→ **MATERIAL SUPPLIED**
______________________________

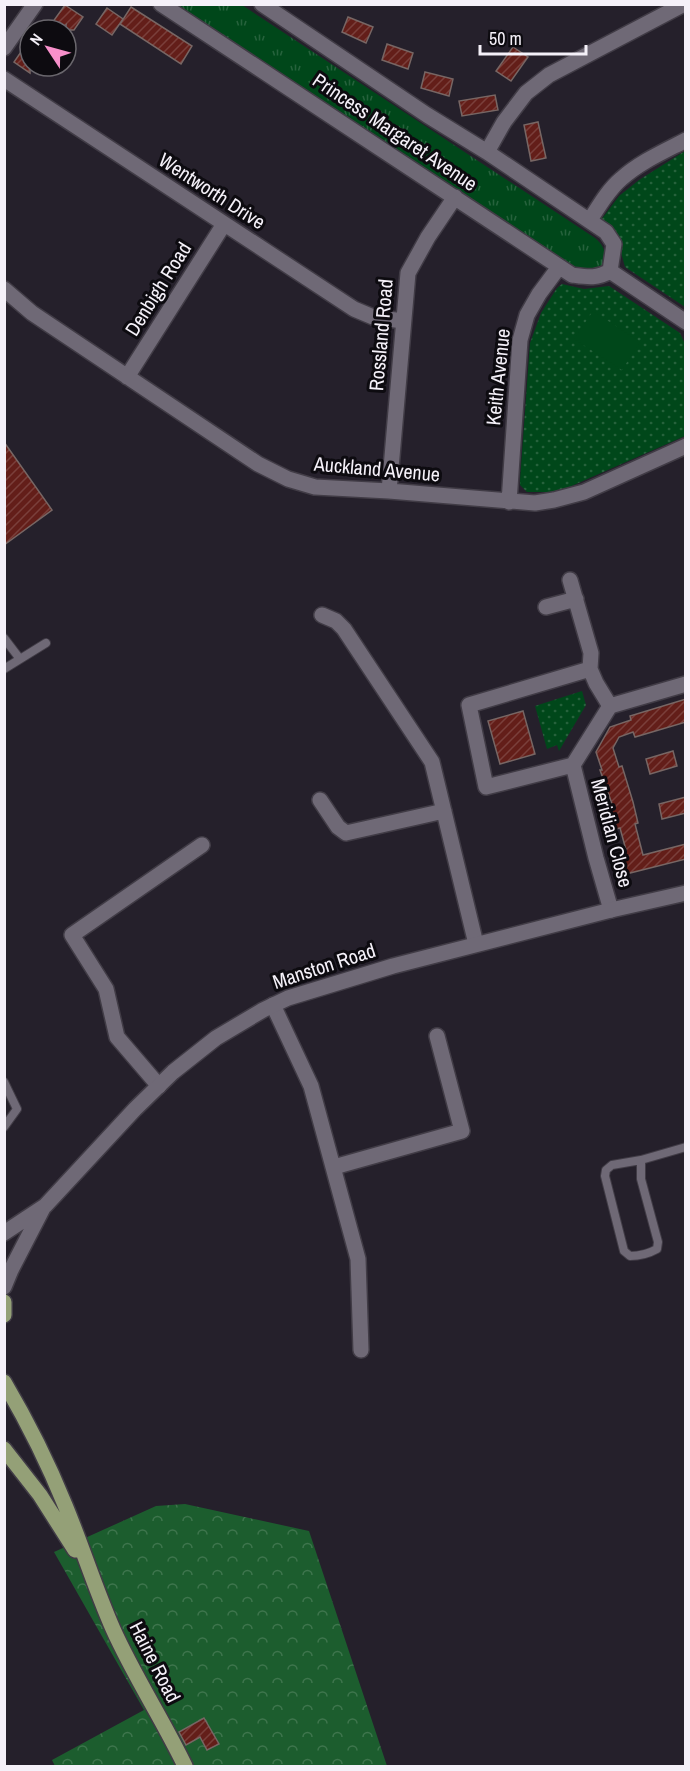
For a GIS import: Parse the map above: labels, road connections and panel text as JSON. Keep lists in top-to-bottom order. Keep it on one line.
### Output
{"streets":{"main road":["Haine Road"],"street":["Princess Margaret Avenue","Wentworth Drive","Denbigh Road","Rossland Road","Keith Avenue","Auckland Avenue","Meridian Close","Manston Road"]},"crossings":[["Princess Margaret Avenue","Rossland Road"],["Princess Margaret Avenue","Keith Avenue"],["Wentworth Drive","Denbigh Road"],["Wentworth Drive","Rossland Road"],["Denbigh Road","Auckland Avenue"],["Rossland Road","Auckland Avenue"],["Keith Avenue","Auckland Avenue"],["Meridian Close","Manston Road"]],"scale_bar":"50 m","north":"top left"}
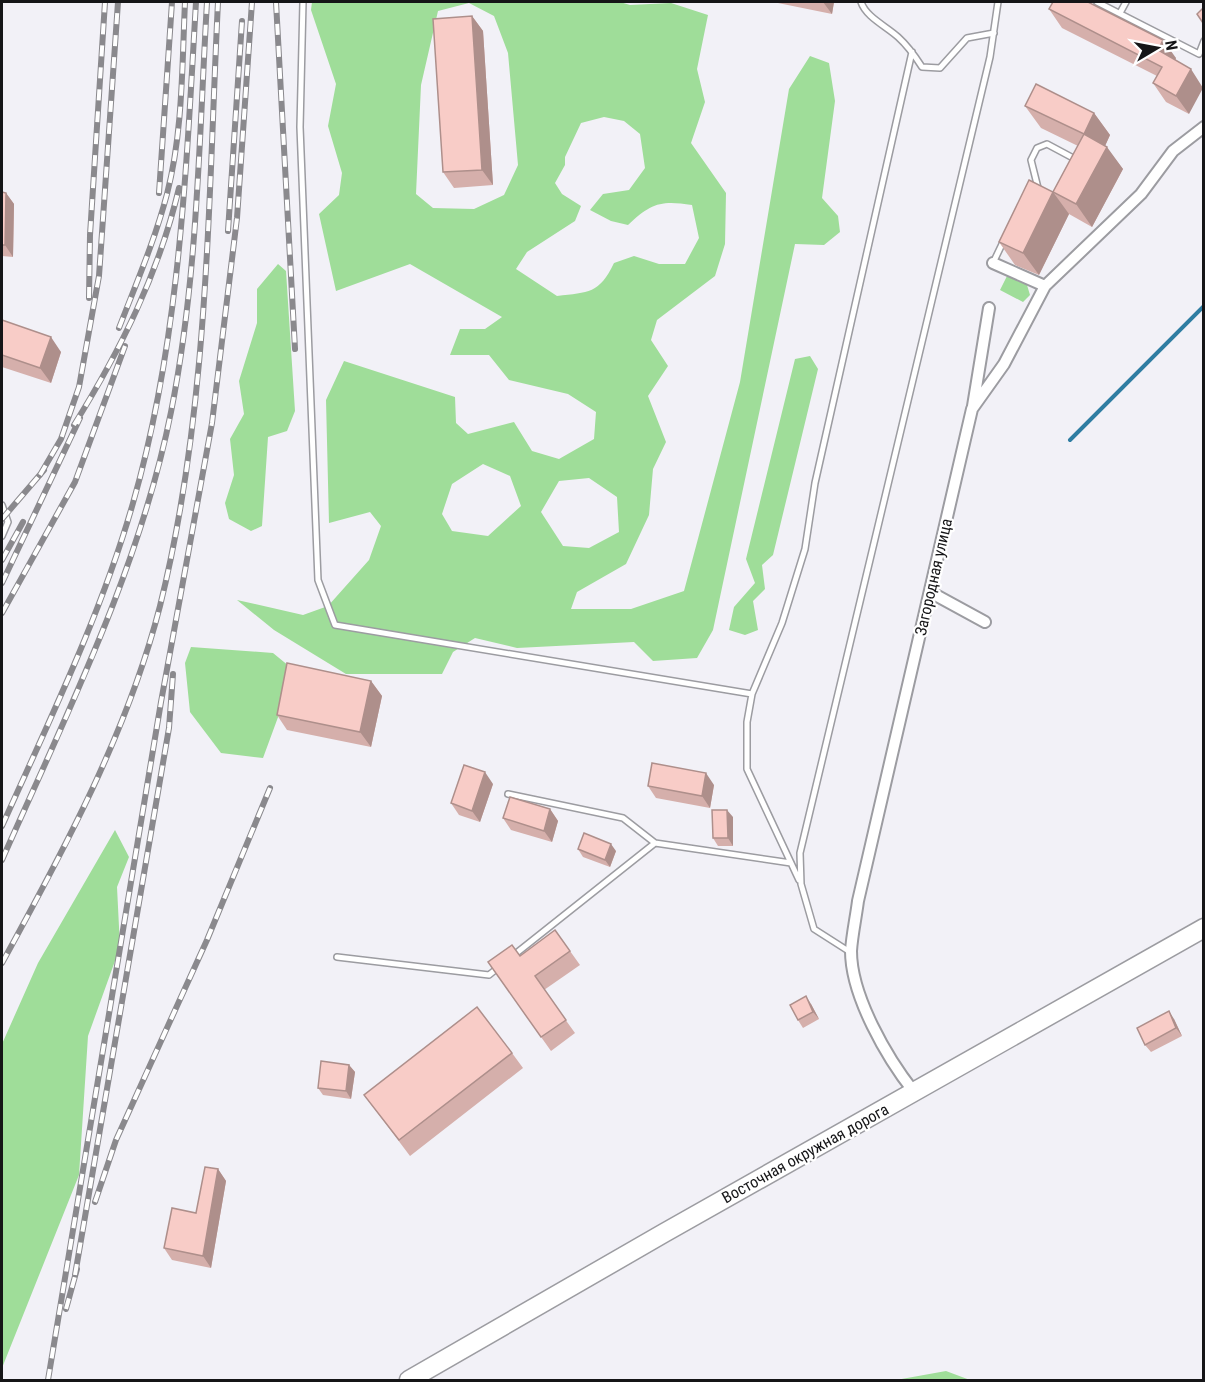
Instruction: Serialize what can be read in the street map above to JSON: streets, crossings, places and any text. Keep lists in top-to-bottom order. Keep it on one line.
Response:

______________________________

→ **TASK TO CARRY OUT**
What is wanted is a word-for-word restatement of the entries, without their images.

→ **EXERCISE RESPONSE**
For a GIS import: Parse the map above: labels, road connections and panel text as JSON. Keep lists in top-to-bottom order. Keep it on one line.
### Output
{"streets":{"main road":["Haine Road"],"street":["Princess Margaret Avenue","Wentworth Drive","Denbigh Road","Rossland Road","Keith Avenue","Auckland Avenue","Meridian Close","Manston Road"]},"crossings":[["Princess Margaret Avenue","Rossland Road"],["Princess Margaret Avenue","Keith Avenue"],["Wentworth Drive","Denbigh Road"],["Wentworth Drive","Rossland Road"],["Denbigh Road","Auckland Avenue"],["Rossland Road","Auckland Avenue"],["Keith Avenue","Auckland Avenue"],["Meridian Close","Manston Road"]],"scale_bar":"50 m","north":"top left"}
Instruction: Serialize what can be read in the street map above to JSON: streets, crossings, places and any text. Keep lists in top-to-bottom order. Keep it on one line.
Response:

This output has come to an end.